Alarmed at that prospect, the two offending nations have since announced still more steps to curb the tiger-part trade, but they have yet to satisfy their critics. Chinese authorities say that they have assigned 40,000 people to enforce laws aimed at the black market and that more than 1,000 lbs. of confiscated tiger bone have been burned. Conservationists don't trust either claim. China has considered raising tigers in captivity to supply the traditional-medicine market, but that may only legitimize a nasty business. Poachers could pass off the tigers they kill as "captive bred."

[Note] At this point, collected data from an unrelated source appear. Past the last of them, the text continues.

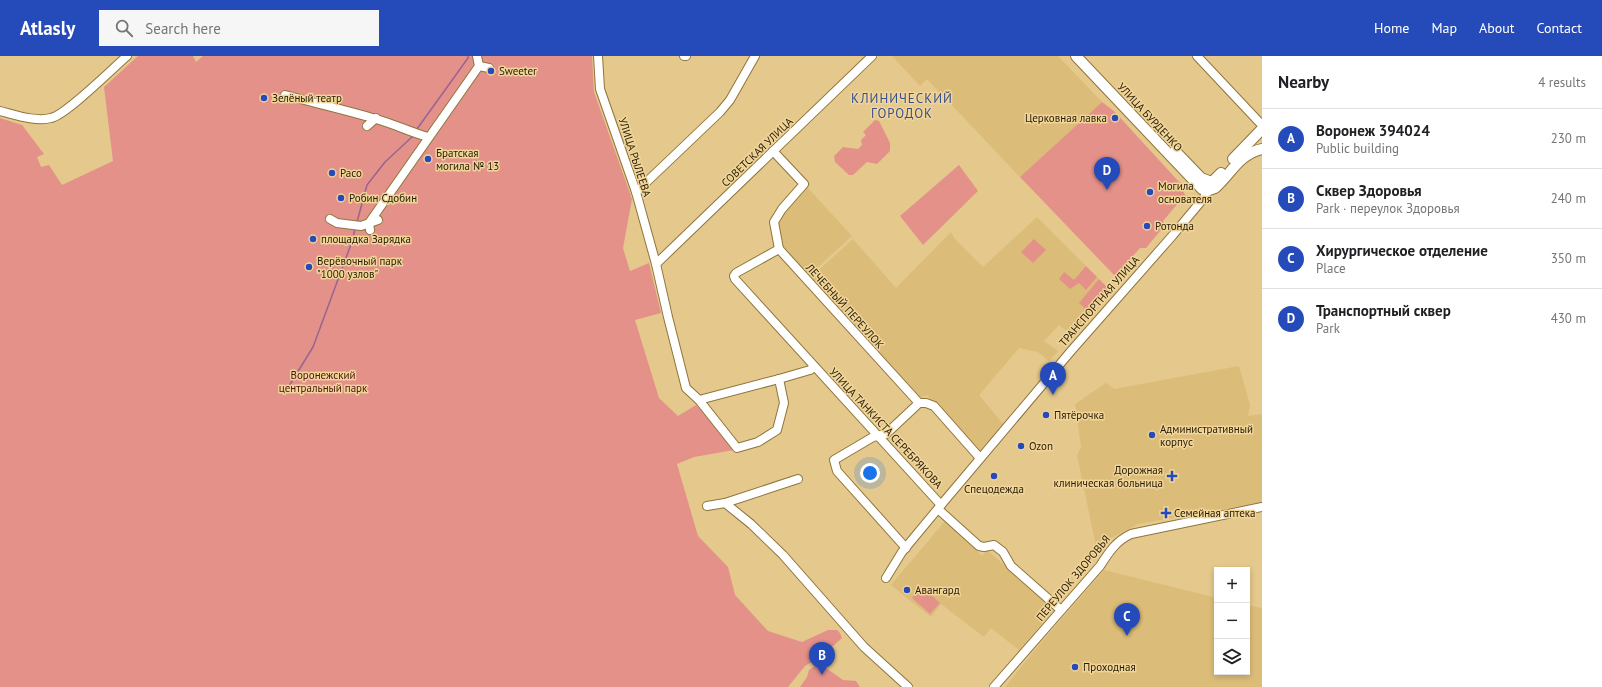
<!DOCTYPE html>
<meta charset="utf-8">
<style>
body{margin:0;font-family:"PT Sans",sans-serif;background:#f6f6f6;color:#202124}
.controls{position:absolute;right:12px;bottom:12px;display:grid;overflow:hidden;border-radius:0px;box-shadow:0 2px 6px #0003}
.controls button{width:36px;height:36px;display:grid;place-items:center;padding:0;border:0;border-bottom:1px solid #e0e0e0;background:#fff;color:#202124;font:20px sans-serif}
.you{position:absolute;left:870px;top:417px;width:14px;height:14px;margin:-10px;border:3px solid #fff;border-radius:50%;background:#1a73e8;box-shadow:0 0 0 6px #1a73e833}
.badge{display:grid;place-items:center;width:26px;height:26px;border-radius:50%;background:#254ab9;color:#fff;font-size:13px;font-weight:700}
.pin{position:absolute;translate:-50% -33px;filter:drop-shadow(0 1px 2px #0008)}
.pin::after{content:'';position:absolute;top:21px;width:14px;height:12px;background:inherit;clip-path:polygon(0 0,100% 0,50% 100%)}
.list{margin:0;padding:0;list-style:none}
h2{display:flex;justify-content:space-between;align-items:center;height:52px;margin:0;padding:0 16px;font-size:17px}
h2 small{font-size:13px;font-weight:400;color:#757577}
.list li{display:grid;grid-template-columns:26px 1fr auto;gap:12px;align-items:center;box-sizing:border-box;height:60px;padding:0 16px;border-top:1px solid #e0e0e0}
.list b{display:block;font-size:15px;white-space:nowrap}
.list p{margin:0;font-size:13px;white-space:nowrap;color:#757577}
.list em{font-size:13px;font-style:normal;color:#757577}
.icon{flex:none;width:22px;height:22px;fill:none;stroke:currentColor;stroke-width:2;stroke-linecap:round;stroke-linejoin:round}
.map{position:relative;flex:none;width:1262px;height:631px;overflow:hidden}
header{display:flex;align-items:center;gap:24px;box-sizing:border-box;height:56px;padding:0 20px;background:#254ab9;color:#fff}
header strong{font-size:19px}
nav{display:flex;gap:22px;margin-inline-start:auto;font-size:14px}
.search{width:280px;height:36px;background:#f6f6f6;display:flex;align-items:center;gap:10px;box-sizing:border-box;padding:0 14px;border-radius:0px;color:#757577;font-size:15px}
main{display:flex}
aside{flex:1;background:#fff}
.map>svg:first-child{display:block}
.built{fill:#dcbc79}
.green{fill:#e4918a}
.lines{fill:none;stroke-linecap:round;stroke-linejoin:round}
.stream{stroke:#97658f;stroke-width:1.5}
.minor-casing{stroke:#8f753b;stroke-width:10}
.major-casing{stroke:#8f753b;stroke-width:12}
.minor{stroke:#fff;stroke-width:8}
.major{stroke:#fff;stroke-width:10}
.poi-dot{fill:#254ab9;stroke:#f1d599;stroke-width:1.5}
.labels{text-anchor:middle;stroke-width:3;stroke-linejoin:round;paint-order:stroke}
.poi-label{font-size:11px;fill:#261b04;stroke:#f1d599;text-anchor:start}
.street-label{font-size:11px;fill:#261b04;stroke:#f1d599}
.park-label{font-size:11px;fill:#4e1111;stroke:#f1d599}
.quarter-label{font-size:13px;letter-spacing:1px;fill:#38508a;stroke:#f1d599}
</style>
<header>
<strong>Atlasly</strong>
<div class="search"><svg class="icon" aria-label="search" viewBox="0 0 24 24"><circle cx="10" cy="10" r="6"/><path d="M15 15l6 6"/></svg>Search here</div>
<nav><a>Home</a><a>Map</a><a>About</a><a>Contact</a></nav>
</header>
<main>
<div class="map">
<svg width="1262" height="631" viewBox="0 0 1262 631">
<rect width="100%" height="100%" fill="#e4c88c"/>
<!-- built -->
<g class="built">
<polygon points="892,0 1058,0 1102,46 1020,121 927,23 920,30"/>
<polygon points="807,131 852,180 808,220 781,189 777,164"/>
<polygon points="1037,161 1110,234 1071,279 1059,269 1044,285 1058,295 1049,305 1038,296 1019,292 979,339 1004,369 979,395 927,339 919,342 810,222 853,183 896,232 951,176 954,182 983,211"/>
<polygon points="1239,310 1250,349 1248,360 1262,358 1262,446 1138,468 1096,490 1077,399 1081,391 1075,348 1106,327 1114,333"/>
<polygon points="945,465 982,500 987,494 1055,553 1019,594 991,572 984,581 941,548 931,561 891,529"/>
<polygon points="1104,514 1217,542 1217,616 1247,616 1247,549 1262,552 1262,631 1005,631 1034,595"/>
</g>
<!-- green -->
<g class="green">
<polygon points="138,0 193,0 196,6 203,0 592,0 594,36 632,143 623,192 630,215 649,207 661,257 635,264 659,342 678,360 696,349 705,358 734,394 694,401 677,408 698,480 728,511 735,539 768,575 802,586 828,574 837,574 840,577 842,582 823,599 805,610 788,631 0,631 0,62 22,69 44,98 37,101 41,111 49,109 62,129 113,105 104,31"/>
<polygon points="1102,46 1114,55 1180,127 1182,126 1183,130 1181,130 1185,139 1163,165 1165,169 1146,192 1140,192 1115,220 1020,121"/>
<polygon points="875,64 879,65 890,87 890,95 877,108 867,106 853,119 849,119 835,106 834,100 843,91 858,93 862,89 861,84 866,79 863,76"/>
<polygon points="959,109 978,135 923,189 900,160"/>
<polygon points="1034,183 1046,194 1033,207 1021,196"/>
<polygon points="1086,210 1097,221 1086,234 1079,227 1070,233 1059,223 1064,216 1074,224"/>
<polygon points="1099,223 1110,234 1090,257 1079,247"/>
<polygon points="922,531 940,547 930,558 912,542"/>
<polygon points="819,607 843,624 856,625 860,631 800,631 807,621 809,614"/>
</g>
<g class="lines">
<!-- stream -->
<g class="stream">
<polyline points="417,73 468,2 468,0"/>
<polyline points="357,166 367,129 385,106 413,80"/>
<polyline points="286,335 313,291 353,183 355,172"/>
</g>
<defs>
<g id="minor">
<polyline points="598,0 600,33 636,136 656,208 668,261 686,332 699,344 779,323 810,314 814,311"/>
<polyline points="684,0 686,0"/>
<polyline points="1197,0 1260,67"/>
<polyline points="479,10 489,12"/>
<path d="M 285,39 C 315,47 346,54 376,63 C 394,68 410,76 428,81"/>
<path d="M 0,55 C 16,59 35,66 51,62 C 66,59 113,12 127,0"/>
<polyline points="367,70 376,62"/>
<polyline points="773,95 804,128 782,153 774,166 779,193 919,347 926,347 934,350 980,402"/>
<polyline points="636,136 720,56 730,44 755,0"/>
<polyline points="330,163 337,167 361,170 378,164"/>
<polyline points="370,174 369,167 479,10 477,0"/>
<polyline points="779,193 736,217 734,220 735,223 941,449"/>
<polyline points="656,208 872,0"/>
<polyline points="699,344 737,392 758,386 777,374 784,347 779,323"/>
<polyline points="798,423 725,447 751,468 783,499 864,591 908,631"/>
<polyline points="707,450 725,447"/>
<polyline points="938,453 979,490 984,491 994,489 1003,496 1011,510 1061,554"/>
<polyline points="906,492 837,415 834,404 873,381 886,378 919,347"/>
<polyline points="886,522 902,496 941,449 1071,295 1173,179 1203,143 1211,130"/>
<path d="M 994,631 L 1100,510 C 1109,496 1116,485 1131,478 L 1262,451"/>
</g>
<g id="major">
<path d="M 1076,0 L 1202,133 L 1209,134 L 1215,132 C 1231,118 1239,98 1262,93"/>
<polyline points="1175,95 1201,122 1209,125 1213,125 1221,117"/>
<polyline points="1233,103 1262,73"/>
</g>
</defs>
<!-- minor casing -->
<use href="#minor" class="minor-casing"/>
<!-- major casing -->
<use href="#major" class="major-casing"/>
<!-- minor -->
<use href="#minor" class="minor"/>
<!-- major -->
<use href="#major" class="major"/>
</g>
<!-- markers -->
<g class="poi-dot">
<circle cx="491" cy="15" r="4"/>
<circle cx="264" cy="42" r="4"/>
<circle cx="1115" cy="62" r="4"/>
<circle cx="428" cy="103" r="4"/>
<circle cx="332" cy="117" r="4"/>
<circle cx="1150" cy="136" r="4"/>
<circle cx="341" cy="142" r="4"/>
<circle cx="1147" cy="170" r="4"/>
<circle cx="313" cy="183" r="4"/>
<circle cx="309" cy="211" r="4"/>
<circle cx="1046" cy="359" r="4"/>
<circle cx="1152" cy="379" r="4"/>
<circle cx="1021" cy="390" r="4"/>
<circle cx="994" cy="420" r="4"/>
<path d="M1170 414h4v4h4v4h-4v4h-4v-4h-4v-4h4z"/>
<path d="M1164 451h4v4h4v4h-4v4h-4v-4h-4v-4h4z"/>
<circle cx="907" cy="534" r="4"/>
<circle cx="1075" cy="611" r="4"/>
</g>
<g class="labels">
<!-- poi labels -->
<g class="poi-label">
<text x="499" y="19">Sweeter</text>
<text x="272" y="46">Зелёный театр</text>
<text x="1107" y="66" text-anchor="end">Церковная лавка</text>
<text x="436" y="101">Братская<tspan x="436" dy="13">могила № 13</tspan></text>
<text x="340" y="121">Paco</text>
<text x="1158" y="134">Могила<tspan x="1158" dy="13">основателя</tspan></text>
<text x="349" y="146">Робин Сдобин</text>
<text x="1155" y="174">Ротонда</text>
<text x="321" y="187">площадка Зарядка</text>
<text x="317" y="209">Верёвочный парк<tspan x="317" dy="13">"1000 узлов"</tspan></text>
<text x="1054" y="363">Пятёрочка</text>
<text x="1160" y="377">Административный<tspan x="1160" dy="13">корпус</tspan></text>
<text x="1029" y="394">Ozon</text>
<text x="1163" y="418" text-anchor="end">Дорожная<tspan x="1163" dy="13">клиническая больница</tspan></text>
<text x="994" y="437" text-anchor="middle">Спецодежда</text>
<text x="1174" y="461">Семейная аптека</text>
<text x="915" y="538">Авангард</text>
<text x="1083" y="615">Проходная</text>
</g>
<!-- street labels -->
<g class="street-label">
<text transform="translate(1150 61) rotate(47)" y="4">УЛИЦА БУРДЕНКО</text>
<text transform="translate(757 96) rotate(-44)" y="4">СОВЕТСКАЯ УЛИЦА</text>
<text transform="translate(635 101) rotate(72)" y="4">УЛИЦА РЫЛЕЕВА</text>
<text transform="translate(1099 245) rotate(-49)" y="4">ТРАНСПОРТНАЯ УЛИЦА</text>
<text transform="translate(845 250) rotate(48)" y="4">ЛЕЧЕБНЫЙ ПЕРЕУЛОК</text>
<text transform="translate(886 372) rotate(47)" y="4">УЛИЦА ТАНКИСТА СЕРЕБРЯКОВА</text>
<text transform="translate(1073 522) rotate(-50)" y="4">ПЕРЕУЛОК ЗДОРОВЬЯ</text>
</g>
<!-- park labels -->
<g class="park-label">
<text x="323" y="323">Воронежский<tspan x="323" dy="13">центральный парк</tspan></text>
</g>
<!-- quarter labels -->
<g class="quarter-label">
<text x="902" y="47">КЛИНИЧЕСКИЙ<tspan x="902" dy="15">ГОРОДОК</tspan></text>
</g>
</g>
</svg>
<div class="controls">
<button>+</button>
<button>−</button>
<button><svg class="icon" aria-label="layers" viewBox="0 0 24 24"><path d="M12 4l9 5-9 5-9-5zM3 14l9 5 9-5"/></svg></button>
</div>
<div class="you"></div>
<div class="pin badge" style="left:1053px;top:339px">A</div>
<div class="pin badge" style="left:822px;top:619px">B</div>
<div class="pin badge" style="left:1127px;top:580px">C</div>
<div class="pin badge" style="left:1107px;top:134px">D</div>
</div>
<aside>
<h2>Nearby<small>4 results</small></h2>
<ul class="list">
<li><span class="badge">A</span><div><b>Воронеж 394024</b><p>Public building</p></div><em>230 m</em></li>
<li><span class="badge">B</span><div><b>Сквер Здоровья</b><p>Park · переулок Здоровья</p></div><em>240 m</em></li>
<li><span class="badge">C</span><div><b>Хирургическое отделение</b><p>Place</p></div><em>350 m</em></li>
<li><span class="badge">D</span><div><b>Транспортный сквер</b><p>Park</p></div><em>430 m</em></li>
</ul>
</aside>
</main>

The Taiwanese government has trumpeted the creation of a task force on endangered species within the national police. It remains unclear, however, whether the unit has been staffed or even has a budget. Taiwan officials have variously said the unit will have 300, 45 and six officers. So far, the Taiwanese have not made a single arrest, and response to a government call for people to come forward and register tiger parts and rhino horn has been embarrassingly small. Allan Thornton of the EIA says past efforts to enforce the law consisted of uniformed police asking pharmacies whether they had tiger bone -- something like having cops ask drug dealers whether they are carrying heroin.